*** INPUT ***
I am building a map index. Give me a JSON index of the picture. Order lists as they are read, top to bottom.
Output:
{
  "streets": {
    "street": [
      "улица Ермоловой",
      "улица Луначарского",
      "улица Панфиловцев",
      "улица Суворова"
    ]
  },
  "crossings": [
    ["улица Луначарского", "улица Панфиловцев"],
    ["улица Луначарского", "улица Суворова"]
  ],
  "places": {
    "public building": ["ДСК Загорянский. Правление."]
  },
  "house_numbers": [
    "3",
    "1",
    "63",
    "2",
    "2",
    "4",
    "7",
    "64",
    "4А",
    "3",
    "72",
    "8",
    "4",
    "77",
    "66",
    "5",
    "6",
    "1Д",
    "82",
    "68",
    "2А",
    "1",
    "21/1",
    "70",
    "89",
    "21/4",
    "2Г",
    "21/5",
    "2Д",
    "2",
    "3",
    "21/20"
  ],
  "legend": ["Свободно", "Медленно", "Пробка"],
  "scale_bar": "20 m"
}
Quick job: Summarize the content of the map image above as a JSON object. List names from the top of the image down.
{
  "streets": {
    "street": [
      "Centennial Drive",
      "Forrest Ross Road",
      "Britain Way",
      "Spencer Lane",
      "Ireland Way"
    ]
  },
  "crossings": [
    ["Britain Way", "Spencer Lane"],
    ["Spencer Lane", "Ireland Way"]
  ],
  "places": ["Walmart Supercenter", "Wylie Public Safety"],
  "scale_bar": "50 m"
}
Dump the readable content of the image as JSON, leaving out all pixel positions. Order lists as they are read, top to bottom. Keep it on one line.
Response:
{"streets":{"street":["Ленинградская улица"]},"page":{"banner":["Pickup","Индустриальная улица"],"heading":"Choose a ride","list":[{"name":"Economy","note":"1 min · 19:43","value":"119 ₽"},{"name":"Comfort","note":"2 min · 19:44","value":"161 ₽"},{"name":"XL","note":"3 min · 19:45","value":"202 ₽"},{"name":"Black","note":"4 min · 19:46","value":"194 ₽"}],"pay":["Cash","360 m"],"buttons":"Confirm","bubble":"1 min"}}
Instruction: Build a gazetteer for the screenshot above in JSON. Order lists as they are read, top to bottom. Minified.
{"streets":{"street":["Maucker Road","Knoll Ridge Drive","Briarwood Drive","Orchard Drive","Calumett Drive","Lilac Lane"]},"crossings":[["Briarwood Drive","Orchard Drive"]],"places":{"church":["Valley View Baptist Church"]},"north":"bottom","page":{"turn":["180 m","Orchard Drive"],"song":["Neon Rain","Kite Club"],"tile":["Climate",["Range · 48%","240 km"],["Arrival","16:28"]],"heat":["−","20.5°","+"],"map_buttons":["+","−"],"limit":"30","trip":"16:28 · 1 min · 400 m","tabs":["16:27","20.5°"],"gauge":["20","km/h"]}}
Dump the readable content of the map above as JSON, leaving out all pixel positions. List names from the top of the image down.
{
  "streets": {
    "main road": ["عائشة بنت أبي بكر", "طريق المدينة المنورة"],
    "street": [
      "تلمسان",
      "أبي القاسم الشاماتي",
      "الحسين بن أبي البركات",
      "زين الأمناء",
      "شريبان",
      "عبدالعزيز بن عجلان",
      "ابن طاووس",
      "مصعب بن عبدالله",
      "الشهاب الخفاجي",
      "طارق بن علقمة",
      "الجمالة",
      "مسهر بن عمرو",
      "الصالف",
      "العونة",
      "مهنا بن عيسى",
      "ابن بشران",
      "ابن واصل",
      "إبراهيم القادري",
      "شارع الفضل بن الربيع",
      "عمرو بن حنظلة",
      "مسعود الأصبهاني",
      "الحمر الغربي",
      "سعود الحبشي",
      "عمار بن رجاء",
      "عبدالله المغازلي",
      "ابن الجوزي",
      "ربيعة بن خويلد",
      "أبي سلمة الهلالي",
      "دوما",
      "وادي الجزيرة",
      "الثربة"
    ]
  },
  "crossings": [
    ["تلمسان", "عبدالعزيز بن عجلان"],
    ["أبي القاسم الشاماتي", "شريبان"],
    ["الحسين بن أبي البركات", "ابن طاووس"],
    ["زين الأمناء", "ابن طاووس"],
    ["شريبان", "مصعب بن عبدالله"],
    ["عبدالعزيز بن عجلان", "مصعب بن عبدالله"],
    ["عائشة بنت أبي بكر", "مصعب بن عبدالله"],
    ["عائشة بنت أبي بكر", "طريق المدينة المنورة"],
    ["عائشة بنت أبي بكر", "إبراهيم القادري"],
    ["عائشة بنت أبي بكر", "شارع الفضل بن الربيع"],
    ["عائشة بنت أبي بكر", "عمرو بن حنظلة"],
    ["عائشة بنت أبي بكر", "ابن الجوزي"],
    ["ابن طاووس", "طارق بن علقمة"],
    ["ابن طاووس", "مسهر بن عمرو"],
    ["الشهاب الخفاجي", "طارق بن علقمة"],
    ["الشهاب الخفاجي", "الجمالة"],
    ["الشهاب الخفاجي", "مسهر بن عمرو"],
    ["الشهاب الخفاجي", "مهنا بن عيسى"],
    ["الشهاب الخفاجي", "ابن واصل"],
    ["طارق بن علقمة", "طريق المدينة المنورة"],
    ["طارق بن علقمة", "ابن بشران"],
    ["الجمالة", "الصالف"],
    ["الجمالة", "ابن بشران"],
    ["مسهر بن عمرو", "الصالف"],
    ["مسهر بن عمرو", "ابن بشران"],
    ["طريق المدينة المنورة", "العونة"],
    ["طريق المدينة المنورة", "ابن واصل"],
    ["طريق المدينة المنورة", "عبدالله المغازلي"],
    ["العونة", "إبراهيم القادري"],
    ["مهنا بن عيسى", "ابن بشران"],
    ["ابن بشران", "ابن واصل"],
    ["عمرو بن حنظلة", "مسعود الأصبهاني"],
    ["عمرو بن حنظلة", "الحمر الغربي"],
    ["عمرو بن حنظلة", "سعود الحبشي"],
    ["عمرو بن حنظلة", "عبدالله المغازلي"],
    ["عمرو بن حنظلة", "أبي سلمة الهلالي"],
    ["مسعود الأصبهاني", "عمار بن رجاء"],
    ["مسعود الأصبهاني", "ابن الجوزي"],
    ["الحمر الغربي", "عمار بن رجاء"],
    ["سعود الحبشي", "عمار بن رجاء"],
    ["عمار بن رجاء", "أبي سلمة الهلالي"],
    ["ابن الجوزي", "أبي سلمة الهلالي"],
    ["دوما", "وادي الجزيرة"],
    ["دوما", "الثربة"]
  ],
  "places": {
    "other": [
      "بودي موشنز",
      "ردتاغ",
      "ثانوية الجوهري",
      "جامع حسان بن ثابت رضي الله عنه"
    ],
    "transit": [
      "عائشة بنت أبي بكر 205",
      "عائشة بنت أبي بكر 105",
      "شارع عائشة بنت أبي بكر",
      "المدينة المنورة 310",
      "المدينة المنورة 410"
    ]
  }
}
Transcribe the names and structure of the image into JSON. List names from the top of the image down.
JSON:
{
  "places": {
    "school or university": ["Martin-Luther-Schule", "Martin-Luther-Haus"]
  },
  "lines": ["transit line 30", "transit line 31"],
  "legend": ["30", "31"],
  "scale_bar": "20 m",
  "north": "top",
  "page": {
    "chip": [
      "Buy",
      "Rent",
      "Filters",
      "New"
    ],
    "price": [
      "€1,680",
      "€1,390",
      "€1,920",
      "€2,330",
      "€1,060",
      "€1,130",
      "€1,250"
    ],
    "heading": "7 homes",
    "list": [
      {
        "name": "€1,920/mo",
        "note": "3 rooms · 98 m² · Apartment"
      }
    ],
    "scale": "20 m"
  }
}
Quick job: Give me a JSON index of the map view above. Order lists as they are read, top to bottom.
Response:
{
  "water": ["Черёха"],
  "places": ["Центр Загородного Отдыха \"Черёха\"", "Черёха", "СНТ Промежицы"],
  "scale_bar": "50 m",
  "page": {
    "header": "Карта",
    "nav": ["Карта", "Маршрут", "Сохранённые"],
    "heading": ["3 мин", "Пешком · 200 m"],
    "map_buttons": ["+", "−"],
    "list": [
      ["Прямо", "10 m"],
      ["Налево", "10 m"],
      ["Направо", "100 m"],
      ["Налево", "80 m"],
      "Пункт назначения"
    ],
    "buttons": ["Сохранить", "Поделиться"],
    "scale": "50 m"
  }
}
*** End of INPUT ***
- WHAT IS BEING ASKED
Output, and output only, the lines from the one containing "Quick job: Give" through the last line of the data above.

- RESPONSE TO THIS EXERCISE
Quick job: Give me a JSON index of the map view above. Order lists as they are read, top to bottom.
Response:
{
  "water": ["Черёха"],
  "places": ["Центр Загородного Отдыха \"Черёха\"", "Черёха", "СНТ Промежицы"],
  "scale_bar": "50 m",
  "page": {
    "header": "Карта",
    "nav": ["Карта", "Маршрут", "Сохранённые"],
    "heading": ["3 мин", "Пешком · 200 m"],
    "map_buttons": ["+", "−"],
    "list": [
      ["Прямо", "10 m"],
      ["Налево", "10 m"],
      ["Направо", "100 m"],
      ["Налево", "80 m"],
      "Пункт назначения"
    ],
    "buttons": ["Сохранить", "Поделиться"],
    "scale": "50 m"
  }
}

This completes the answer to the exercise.